The Patient Protection and Affordable Care Act has rapidly shifted the focus of health care from volume to value (Quality/Cost). Although much of the value-based reform movement has focused on transitioning incentives from quantity to quality of care, the escalating and unsustainable cost of health care has garnered even more attention. Hence, all stakeholders in the range from health care purchasers, employers, and third-party payers to hospital systems, physicians, and patients alike are demanding more transparency in the relative value of their health care options. Understanding what works best for which patients at what costs in real-world settings of care is now of highest priority.

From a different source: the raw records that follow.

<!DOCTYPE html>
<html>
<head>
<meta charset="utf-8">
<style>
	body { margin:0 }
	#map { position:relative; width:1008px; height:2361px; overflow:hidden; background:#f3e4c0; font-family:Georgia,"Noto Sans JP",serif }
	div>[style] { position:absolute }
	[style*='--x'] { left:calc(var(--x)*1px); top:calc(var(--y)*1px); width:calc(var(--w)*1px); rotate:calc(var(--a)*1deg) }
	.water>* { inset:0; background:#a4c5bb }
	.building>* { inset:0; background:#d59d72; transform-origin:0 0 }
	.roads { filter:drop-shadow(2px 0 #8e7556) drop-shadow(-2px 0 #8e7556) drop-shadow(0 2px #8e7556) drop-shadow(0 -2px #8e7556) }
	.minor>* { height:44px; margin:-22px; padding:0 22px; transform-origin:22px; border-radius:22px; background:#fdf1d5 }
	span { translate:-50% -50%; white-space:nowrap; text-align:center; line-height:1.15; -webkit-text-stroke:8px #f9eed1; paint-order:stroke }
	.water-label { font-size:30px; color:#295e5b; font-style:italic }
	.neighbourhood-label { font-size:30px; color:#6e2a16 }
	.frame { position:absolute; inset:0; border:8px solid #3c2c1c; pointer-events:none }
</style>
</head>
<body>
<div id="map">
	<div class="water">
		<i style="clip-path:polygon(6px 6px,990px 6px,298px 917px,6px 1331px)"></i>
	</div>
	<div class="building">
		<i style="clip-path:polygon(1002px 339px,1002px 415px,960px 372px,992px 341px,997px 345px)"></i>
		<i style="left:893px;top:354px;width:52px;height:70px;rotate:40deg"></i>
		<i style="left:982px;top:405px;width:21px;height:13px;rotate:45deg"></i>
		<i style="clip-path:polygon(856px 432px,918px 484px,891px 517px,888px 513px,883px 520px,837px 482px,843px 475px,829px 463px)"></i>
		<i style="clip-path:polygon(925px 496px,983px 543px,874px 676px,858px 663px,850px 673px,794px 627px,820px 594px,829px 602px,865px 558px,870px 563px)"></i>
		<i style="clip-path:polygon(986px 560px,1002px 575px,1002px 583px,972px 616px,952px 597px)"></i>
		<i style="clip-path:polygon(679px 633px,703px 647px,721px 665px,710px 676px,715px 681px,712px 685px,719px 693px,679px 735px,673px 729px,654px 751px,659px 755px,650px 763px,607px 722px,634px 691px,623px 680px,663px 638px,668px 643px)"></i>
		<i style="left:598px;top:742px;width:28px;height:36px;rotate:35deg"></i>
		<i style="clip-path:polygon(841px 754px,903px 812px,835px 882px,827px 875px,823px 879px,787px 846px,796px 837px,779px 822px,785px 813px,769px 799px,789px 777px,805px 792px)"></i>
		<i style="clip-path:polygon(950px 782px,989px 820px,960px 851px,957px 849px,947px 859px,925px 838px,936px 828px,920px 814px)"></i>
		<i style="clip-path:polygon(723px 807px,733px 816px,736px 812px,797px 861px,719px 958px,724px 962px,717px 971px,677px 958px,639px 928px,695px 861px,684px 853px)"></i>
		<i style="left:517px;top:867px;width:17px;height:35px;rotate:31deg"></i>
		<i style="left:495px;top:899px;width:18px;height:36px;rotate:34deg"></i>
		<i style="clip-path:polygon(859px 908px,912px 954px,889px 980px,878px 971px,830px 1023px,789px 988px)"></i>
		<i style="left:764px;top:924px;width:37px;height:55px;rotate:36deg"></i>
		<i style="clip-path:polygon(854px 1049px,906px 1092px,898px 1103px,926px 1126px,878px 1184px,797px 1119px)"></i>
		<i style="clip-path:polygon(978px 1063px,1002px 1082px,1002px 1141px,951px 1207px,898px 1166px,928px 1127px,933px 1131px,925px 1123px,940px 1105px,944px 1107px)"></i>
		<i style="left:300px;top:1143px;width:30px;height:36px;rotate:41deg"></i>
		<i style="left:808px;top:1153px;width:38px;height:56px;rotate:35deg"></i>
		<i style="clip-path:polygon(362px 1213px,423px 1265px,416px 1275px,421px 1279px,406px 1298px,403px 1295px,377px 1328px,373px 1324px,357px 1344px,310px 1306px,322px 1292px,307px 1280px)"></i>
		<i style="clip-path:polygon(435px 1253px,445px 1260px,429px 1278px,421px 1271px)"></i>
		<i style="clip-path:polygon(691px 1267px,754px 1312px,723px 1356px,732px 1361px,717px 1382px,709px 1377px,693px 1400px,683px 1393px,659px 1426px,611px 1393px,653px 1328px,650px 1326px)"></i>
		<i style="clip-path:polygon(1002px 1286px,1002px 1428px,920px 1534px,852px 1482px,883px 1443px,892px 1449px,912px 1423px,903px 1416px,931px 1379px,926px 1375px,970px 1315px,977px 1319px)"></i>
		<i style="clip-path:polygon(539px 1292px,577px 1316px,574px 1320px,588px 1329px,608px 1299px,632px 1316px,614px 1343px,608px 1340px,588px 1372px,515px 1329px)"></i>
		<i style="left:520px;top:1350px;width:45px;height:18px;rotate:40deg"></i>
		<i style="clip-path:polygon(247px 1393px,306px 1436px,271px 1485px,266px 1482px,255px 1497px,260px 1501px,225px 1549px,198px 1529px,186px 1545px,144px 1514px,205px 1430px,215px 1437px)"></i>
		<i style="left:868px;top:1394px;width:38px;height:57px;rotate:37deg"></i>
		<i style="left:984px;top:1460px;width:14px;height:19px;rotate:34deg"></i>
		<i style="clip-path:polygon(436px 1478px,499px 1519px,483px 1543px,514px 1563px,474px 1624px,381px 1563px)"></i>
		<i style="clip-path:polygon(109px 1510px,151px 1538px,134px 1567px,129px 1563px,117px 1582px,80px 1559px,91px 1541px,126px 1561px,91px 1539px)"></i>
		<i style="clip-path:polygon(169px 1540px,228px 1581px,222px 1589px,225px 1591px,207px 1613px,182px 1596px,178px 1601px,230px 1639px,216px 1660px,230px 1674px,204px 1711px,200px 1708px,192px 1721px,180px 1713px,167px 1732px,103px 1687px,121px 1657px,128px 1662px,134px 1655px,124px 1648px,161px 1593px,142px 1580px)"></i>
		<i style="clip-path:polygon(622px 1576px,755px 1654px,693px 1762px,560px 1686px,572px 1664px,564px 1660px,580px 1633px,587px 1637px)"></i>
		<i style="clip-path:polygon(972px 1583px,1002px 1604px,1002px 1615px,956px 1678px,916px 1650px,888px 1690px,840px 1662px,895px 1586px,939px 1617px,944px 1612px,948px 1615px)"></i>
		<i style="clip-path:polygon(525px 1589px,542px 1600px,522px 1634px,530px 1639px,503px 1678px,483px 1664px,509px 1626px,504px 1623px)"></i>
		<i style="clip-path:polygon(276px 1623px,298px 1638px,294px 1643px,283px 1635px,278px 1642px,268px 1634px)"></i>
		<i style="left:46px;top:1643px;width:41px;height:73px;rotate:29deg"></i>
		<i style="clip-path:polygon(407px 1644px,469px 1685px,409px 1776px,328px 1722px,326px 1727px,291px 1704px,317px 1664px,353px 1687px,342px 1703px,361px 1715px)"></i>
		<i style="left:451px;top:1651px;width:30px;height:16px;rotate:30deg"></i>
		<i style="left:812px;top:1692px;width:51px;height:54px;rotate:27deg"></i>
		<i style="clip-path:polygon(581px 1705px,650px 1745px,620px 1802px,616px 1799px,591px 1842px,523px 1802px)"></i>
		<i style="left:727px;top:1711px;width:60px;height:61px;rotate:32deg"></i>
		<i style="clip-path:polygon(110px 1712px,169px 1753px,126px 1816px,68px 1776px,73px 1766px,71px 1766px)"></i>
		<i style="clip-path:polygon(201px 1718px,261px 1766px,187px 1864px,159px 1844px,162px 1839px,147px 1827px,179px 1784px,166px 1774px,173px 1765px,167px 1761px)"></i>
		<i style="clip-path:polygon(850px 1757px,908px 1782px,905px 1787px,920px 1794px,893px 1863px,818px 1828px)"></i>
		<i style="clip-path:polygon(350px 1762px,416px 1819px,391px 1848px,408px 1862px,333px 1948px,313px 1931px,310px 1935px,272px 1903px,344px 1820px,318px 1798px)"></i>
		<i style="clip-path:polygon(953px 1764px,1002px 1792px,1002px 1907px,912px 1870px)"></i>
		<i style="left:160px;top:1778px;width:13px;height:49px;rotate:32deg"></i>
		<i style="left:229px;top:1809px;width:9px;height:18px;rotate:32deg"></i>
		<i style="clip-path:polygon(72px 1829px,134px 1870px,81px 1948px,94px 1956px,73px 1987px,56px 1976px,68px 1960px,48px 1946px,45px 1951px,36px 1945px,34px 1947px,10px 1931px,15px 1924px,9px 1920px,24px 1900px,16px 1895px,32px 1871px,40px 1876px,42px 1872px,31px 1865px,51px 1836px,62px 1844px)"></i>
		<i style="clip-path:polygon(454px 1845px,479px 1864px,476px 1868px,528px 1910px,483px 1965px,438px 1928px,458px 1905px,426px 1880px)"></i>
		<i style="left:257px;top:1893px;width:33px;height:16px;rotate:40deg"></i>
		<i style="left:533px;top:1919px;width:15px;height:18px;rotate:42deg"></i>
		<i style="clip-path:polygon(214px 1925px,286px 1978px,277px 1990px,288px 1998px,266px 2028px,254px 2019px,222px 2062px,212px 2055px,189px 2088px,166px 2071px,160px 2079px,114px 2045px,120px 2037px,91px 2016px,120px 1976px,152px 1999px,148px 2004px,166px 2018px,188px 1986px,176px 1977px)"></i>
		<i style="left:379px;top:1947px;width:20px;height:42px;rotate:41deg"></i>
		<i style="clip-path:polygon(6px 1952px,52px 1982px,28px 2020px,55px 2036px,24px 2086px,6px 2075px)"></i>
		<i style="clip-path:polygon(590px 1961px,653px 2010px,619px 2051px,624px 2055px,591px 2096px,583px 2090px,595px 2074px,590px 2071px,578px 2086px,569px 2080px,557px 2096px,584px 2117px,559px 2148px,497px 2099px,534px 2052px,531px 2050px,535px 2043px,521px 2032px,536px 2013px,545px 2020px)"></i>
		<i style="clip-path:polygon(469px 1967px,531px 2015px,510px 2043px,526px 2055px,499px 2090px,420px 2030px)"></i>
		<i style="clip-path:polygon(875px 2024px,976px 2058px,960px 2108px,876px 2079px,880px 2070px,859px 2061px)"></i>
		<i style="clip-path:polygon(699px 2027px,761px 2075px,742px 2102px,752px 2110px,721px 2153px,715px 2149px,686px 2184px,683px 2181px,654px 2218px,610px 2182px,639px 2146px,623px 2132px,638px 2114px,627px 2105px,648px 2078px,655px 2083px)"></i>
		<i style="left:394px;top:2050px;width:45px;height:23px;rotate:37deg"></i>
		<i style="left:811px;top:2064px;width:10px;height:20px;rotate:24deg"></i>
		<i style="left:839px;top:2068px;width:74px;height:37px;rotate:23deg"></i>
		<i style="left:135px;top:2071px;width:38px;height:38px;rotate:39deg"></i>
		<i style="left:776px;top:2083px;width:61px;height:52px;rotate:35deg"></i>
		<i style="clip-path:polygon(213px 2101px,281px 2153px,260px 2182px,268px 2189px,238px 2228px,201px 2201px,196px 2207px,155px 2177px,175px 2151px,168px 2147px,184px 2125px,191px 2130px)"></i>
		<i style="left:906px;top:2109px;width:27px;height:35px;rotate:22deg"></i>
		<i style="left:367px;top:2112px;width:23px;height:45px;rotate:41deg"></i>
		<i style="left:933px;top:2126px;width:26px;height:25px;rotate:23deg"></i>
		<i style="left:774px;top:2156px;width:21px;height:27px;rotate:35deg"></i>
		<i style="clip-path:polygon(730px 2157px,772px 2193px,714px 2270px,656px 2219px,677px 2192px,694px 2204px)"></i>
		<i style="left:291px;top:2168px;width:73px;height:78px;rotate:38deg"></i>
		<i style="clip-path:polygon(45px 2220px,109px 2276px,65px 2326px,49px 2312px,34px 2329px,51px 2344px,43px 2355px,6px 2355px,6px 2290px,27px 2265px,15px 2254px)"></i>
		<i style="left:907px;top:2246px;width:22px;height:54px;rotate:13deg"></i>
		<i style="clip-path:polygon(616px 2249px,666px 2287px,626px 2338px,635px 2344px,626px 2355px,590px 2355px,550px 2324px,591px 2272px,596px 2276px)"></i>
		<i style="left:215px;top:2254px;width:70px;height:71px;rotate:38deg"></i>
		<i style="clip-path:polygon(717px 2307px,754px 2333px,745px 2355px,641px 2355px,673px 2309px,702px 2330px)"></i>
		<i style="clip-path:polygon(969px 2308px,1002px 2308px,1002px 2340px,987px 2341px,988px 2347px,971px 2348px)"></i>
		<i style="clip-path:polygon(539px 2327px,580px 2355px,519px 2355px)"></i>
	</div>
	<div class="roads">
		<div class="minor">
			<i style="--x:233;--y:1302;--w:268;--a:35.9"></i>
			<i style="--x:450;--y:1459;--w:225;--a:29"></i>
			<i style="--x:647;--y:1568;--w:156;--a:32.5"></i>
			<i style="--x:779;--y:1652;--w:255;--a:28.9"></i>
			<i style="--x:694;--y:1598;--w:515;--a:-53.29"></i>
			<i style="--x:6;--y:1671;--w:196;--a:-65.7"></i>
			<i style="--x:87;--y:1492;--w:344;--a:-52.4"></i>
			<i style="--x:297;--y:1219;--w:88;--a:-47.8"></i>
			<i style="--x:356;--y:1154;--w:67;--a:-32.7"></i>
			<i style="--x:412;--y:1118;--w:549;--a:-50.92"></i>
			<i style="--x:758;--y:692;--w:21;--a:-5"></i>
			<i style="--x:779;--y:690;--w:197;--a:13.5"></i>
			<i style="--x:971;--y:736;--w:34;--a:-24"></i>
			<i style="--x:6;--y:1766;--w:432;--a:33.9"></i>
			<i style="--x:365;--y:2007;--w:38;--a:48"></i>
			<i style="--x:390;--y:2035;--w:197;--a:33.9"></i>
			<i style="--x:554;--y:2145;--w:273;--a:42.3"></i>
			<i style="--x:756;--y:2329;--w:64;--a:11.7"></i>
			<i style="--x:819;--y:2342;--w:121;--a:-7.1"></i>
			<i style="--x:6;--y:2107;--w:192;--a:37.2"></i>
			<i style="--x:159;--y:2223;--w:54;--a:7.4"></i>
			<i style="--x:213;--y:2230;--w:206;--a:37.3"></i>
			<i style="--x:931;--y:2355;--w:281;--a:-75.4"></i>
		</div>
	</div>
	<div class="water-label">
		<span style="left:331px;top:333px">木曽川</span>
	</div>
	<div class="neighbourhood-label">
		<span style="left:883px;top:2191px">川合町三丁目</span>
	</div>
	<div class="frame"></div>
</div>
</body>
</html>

Spine pathology is among the most prevalent disease states worldwide. The annual cost of spine care as a whole is estimated at $100 billion in the United States alone.1 On a per case basis, spine surgery is among the most costly procedures in US health care system.2 However, this needs to be balanced against the significant impairment and disability that can occur as a result of disorders of the spine and the spinal cord. Now more than ever, the scientific measurement of health economic value is a critical component of effective reform for a sustainable, and more importantly, high-quality health care system.
As demonstrated in the article by Resnick et al,3 legislative and economic imperatives mandate that resource allocation be made only toward treatments with proven value. For the majority of spine treatments, their value remains undefined when compared with competing spinal treatment options as well as when compared with established therapies in other disease states. As a roadmap for spine care providers to fill this value evidence gap, Angevine and Berven4 provided a detailed overview of currently accepted methods to measure the relative cost-effectiveness and cost-utility of competing treatment options. While these traditional patient-centered definitions of cost-effectiveness provide a “quantitative” measure of the relative value of one treatment versus another, the “qualitative” thresholds which determine what is cost-effective or high value are not well defined and may vary dramatically as a function of the decision-maker's perspective. For example, the costs of treating oncological conditions are high and yet typically do meet such qualitative thresholds. It is clear that cost-effectiveness assessments need to be individualized according to the type of pathology treated.5 Nevertheless, these well accepted methods provide a recognized metric for spine care providers and researchers to generate and interpret evidence on spine care value.
Given the current evidence gap in spine care value, decision-analysis modeling is being increasingly used to estimate value when high-level evidence does not exist. Edwards et al6 describe the common methods of modeling cost-effectiveness by piecing together many complementary but separate studies with the “glue” of clinical assumptions. The authors appropriately highlight the equal importance of the validity of both economic and clinical assumptions that drive these models. Without active input from the spine clinician, both construction and analytical interpretation of decision-analysis models of cost-effectiveness cannot be reliably performed to help inform resource allocations. It is not enough for models of cost-effectiveness to adhere to sound statistical rules if they violate simple clinical face validity. Because these models are being increasingly used to support payer policy, spine clinicians must play an active role in critically examining their validity.
The convergence of value measurement and clinical spine care delivery is a relatively new phenomenon that all spine care providers will have to increasingly navigate. Spine care providers and researchers are now at a crossroads, define the value of spine care, or have it defined for them. The perceived value of spine care treatments will define their place in tomorrow's value-based health care system. The introductory articles in this Value Focus Issue provide a starting road map for such a path forward.
1. Davis MA, Onega T, Weeks WB, et al. Where the United States spends its spine dollars: expenditures on different ambulatory services for the management of back and neck conditions. Spine (Phila Pa 1976) 2012;37:1693–701.
2. Weiss AJ, Elixhauser A, Andrews RM. Characteristics of Operating Room Procedures in US Hospitals, 2011. Rockville, MD: Healthcare Cost and Utilization Project (HCUP), US Agency for Healthcare Research and Quality; 2014. Available at: http://www.hcup-us.ahrq.gov/reports/statbriefs/sb170-Operating-Room-Procedures-United-States-2011.pdf
. Accessed September 10, 2014.
3. Resnick DK, Tosteson ANA, Groman RF, et al. Setting the equation: establishing value in spine care. Spine 2014;39(Suppl):S43–S50.
4. Angevine PD, Berven S. Health economic studies: an introduction to cost-benefit, cost-effectiveness, and cost-utility analyses. Spine 2014;39(Suppl):S9–S15.
5. Porter ME. What is value in health care? N Engl J Med 2010;363:2477–81.
6. Edwards NC, Skelly AC, Ziewacz JE, et al. The role of decision analytic modeling in the health economic assessment of spinal intervention. Spine 2014;39(Suppl):S16–S42.